State and federal environmental agencies have been meeting since October, but no one else has been invited. The agencies have agreed among themselves not to speak publicly about the content of the meetings while they’re in process. That’s not sitting well with long-time activists, like Judy Herkimer from the Housatonic Environmental Action League
Unless Epa hears from the citizens They’re going to come out from behind closed doors and we’re going to get a diluted decision.
Herkimer says it reminds her of when a consent decree was hammered out in the late 1990s. That was the negotiated agreement that requires General Electric to pay for the clean up of the river – which is expected to total hundreds of millions of dollars.
But the agreement also approved a PCB dump right next to an elementary school in Pittsfield. Tim Gray, from the Housatonic River Initiative says the public didn’t have a seat at those meetings either.
Once again when these talks are being done in Boston and not including Berkshire County residents to at least be observers of the talks // the result could be a clean up that is not as strong as it should be.
When G.E. and the U-S Environmental Protection Agency cleaned up the first two miles of the river they dug up huge amounts of contaminated sediment. Some criticized the impact on habitat – others said it ended up looking like a ditch. In an interview recorded last summer Ken Kimmel, the Massachusetts environmental commissioner, said a clean up on the rest of the river that’s too invasive, could damage the ecosystem
It has a remarkable profusion of rare species, plants and animals, vernal pools, unique soils, unique habitats. So one simply has to be very careful about doing more harm then good and destroying a river in order to save it
The section of river now at issue flows through Lenox, not far from Tanglewood. It’s considered one of the most magnificent stretches, but it also has some of the highest concentrations of PCBs.
Last summer Massachusetts regulators asked the EPA for a seat at the table before the agency finalizes its clean up plan. That led to a series of meetings between the EPA and the states of Massachusetts and Connecticut.

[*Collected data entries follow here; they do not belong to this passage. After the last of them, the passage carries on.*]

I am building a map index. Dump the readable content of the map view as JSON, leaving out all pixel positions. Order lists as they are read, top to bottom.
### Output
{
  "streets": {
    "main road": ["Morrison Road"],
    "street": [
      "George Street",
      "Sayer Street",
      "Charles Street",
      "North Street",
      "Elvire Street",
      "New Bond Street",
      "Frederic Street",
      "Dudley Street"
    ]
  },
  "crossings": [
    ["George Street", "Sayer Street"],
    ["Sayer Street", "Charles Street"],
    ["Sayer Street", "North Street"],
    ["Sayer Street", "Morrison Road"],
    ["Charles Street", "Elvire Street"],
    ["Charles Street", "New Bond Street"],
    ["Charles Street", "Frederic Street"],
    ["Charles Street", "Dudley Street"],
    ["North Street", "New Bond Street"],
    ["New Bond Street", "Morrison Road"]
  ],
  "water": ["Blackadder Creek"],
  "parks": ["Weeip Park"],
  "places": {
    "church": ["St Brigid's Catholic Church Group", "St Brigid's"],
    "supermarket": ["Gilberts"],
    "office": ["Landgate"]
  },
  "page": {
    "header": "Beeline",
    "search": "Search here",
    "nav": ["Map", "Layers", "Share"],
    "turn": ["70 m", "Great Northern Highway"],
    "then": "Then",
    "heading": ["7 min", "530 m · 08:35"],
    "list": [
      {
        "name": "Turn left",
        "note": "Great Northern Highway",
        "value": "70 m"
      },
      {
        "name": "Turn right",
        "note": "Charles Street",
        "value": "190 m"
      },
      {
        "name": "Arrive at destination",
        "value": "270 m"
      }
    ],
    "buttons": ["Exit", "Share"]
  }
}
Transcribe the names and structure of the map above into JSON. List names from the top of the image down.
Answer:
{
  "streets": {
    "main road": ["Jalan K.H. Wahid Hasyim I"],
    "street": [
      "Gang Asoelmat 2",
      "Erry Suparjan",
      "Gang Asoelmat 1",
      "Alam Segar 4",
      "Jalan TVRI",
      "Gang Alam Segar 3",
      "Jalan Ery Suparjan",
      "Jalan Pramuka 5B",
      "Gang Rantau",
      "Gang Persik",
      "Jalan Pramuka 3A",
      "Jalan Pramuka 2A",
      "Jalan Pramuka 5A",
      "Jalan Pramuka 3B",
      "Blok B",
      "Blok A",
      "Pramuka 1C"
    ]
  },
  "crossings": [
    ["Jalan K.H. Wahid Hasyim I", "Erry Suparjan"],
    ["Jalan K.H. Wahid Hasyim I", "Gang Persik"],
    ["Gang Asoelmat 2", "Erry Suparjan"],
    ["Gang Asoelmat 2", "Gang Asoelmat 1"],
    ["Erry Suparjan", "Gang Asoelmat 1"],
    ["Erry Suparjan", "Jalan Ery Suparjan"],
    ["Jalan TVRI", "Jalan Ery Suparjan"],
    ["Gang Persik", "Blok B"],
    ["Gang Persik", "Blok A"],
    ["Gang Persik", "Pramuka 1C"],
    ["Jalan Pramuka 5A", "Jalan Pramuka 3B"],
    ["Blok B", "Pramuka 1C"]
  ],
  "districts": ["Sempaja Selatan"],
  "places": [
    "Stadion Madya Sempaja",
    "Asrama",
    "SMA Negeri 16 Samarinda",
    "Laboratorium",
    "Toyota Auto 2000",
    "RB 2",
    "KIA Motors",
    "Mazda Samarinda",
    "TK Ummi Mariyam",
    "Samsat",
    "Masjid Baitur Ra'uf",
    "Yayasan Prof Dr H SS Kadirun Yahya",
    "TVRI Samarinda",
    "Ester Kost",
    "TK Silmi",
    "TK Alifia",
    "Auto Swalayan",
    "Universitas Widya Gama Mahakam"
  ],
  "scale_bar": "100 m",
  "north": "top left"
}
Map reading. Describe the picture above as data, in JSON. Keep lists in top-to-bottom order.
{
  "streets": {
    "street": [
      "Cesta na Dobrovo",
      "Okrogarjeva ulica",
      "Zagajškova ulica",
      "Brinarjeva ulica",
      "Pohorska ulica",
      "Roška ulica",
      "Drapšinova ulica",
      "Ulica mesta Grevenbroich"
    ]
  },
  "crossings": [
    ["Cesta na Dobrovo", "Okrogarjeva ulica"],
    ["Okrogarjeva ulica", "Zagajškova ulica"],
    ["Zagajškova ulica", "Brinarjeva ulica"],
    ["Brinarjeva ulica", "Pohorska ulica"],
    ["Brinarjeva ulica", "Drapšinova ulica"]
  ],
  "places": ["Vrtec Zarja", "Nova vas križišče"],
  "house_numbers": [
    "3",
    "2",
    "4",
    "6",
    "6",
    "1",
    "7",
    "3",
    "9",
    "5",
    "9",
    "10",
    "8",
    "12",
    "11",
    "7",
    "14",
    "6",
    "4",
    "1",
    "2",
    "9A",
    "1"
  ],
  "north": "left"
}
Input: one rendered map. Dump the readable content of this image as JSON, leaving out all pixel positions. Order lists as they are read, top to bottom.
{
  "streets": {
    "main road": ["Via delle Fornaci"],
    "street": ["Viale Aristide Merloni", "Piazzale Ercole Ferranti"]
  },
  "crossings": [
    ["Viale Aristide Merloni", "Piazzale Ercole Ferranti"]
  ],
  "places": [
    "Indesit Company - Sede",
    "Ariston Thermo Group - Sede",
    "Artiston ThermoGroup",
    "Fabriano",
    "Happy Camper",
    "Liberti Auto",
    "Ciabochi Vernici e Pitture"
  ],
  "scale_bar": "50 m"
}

Curt Spalding who heads up the New England office of the EPA says the meetings are closed to the public to allow engineers and biologists the chance to discuss confidentially the best way to meet state and federal statutes.
It’s been purely a conversation between agencies that are empowered to protect the public and this is /// very much consistent with every clean up the EPA has been involved with. There’s always this process of bringing state and federal perspectives together before a clean up is proposed.
General Electric has also been excluded from the recent talks. The company declined to be interviewed for this story, but issued a statement saying “If EPA continues to exclude G.E., it is likely to lead to confrontation instead of consensus.”
Vermont Law School professor, Pat Parenteau, was the chief counsel at the New England EPA in the mid-1980s. He says these meetings could be an attempt by the EPA to close ranks against General Electric.
It could be an attempt to get Massachusetts on board with E.P.A.’s approach so that when G.E. ultimately challenges, if it does E.P.A.’s proposed remedy in court. The two agencies will have a unified front against any challenge from G.E.
G.E. and the public will learn about the E.P.A.’s proposed clean up plan at the same time. Curt Spalding says it’ll be released this summer
The clean up will be proposed publicly /// the public can comment on it // so I think there’s going to be a robust public conversation about this clean up. Those comments will have to be responded to.
Spalding says the E.P.A. is committed to a clean up that removes enough PCBs so the fish are safe to eat again. He says one criticism that is fair is that the E.P.A. is taking a long time to get the clean up plan finished.